Study included 118 OP pts with median follow up of 5.3 (1-11) y. The mean age was 61 ± 12 y and 89% of pts were women. The mean eGFR at baseline was 83 ± 19 ml/min. Trabecular bone volume was low in 95% of pts, 39% had high turnover bone turnover disease (HTBD) and 61% had low turnover bone disease (LTBD), while mineralization was defective in 9%. Serum calcium and 25 vitamin D were within normal range in vast majority of pts. At baseline, lumbar spine (LS) T-score was -1.9 (-5.5 to 3.9), and total hip (TH) T-score was -1.6 (-4 to 2). Pts with HTBD had lower LS T-scores (p=0.02). Hypercalciuria found in 23%. Mean UCaE was 195 ± 116 mg/d with no difference between LTBD and HTBD pts. CKD pts were older (p<0.001), had higher PTH (p<0.001), and lower UCaE (p=0.04).
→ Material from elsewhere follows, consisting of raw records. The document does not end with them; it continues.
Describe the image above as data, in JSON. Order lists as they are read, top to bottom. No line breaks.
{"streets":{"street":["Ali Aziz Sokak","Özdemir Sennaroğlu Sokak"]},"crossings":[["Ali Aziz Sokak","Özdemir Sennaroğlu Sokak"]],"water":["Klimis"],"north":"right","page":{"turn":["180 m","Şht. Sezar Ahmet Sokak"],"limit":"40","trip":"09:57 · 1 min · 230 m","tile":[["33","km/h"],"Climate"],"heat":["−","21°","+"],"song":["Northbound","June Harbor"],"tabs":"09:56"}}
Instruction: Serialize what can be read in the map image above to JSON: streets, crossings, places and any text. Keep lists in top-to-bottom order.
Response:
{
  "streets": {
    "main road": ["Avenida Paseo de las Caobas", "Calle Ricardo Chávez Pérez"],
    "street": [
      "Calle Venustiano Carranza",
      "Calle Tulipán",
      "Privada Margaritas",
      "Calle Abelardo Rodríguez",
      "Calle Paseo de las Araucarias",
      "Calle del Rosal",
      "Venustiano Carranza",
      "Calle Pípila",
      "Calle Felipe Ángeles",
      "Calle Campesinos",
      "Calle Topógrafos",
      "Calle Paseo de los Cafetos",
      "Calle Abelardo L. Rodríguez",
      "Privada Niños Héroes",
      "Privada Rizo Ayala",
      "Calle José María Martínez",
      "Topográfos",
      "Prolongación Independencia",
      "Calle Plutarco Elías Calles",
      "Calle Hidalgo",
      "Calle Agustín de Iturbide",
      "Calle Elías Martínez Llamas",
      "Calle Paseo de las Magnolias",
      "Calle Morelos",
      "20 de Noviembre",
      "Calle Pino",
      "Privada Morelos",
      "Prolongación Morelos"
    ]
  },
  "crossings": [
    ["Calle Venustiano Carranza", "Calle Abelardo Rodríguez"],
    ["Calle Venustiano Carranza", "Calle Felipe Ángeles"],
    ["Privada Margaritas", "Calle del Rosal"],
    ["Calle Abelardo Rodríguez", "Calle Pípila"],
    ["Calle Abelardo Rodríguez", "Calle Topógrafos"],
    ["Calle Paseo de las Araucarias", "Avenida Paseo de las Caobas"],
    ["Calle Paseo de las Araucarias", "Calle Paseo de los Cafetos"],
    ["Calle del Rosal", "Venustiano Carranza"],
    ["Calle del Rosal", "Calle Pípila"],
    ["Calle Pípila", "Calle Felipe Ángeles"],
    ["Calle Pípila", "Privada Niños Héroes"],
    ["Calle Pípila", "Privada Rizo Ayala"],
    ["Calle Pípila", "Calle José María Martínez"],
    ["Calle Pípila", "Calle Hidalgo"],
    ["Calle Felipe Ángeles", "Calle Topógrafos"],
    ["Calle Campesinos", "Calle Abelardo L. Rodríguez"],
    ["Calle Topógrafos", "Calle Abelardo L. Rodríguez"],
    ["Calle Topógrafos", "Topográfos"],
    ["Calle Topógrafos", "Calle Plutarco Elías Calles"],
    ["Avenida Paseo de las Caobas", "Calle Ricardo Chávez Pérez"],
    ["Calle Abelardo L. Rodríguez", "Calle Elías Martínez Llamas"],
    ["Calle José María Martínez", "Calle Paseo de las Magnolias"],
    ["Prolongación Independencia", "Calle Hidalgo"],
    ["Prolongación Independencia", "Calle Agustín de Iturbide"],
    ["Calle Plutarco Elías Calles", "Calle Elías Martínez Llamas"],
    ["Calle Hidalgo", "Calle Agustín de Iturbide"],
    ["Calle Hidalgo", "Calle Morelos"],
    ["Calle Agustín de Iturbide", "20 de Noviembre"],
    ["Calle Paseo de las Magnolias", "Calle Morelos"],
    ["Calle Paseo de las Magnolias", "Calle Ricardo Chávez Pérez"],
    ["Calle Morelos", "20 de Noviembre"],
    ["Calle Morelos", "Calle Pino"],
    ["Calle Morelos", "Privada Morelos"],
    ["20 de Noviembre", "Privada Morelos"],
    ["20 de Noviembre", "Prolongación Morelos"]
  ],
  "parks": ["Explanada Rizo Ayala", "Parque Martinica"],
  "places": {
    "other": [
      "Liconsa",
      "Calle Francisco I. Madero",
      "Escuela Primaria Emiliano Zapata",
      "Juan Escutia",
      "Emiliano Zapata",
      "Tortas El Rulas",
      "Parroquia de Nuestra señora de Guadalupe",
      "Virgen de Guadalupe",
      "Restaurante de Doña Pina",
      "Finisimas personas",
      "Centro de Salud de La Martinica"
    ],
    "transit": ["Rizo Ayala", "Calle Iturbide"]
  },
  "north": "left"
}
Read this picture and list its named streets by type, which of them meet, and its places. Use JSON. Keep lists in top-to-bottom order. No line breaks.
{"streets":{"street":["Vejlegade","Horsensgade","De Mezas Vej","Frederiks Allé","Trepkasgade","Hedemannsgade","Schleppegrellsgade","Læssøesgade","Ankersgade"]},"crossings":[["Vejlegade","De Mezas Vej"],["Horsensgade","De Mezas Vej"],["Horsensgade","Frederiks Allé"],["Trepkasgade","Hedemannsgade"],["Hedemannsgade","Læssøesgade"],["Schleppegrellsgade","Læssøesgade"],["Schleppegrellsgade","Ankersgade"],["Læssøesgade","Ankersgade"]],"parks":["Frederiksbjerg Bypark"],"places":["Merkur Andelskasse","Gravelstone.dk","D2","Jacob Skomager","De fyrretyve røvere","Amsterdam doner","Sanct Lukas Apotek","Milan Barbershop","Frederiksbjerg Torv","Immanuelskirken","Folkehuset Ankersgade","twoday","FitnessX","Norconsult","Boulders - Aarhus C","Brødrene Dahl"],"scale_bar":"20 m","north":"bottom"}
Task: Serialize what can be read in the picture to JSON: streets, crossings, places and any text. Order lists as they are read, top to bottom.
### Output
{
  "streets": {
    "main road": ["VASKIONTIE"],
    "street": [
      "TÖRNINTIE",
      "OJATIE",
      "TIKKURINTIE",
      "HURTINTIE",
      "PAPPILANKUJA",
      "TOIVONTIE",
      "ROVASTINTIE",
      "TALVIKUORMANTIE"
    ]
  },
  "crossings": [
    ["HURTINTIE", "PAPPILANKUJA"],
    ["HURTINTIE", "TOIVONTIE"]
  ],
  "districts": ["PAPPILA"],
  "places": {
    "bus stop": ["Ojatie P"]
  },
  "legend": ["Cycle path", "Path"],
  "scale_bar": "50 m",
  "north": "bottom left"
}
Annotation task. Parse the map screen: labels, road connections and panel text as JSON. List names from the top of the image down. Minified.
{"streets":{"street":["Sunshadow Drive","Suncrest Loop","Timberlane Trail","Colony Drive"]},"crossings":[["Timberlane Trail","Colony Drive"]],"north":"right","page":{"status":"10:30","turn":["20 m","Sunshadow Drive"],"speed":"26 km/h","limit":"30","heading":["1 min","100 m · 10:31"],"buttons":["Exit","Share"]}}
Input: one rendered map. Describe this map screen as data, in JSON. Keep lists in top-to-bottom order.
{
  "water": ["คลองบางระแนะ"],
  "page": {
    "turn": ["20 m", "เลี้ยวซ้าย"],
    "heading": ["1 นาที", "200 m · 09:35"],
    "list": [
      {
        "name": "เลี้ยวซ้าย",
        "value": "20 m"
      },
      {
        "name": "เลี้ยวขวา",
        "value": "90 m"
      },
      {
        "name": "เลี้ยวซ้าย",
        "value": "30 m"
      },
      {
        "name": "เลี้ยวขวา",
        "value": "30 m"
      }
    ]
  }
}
BMD significantly declined (>2%) in 46% of pts at TH, and 42% at LS. BMD losers at TH were older, had lower UCaE, and lower serum albumin. Lower UCaE was significant predictor of BMD loss after adjustment of age, eGFR, and serum albumin (p=0.039, β=1.01, 95% CI (1-1.01)). Fractures occurred in 18% of pts during follow up. Fractures were higher in pts with UCaE<100. GFR declined (>3.3%/y) in 19% pts with no difference in UCaE in pts with declined vs stable GFR. Pts with kidney stones (13%) tended to have higher UCaE. New CV events occurred in 14% of pts. Pts with CV events tended to be older (64 vs 61 y) and had lower UCaE (169 vs 199 mg/d).

Conclusion

LTBD is common in OP pts. UCaE is not different between LTBD, and HTBD pts. CKD pts had less UCaE. Lower UCaE predicted bone loss and fracture risk in white OP pts.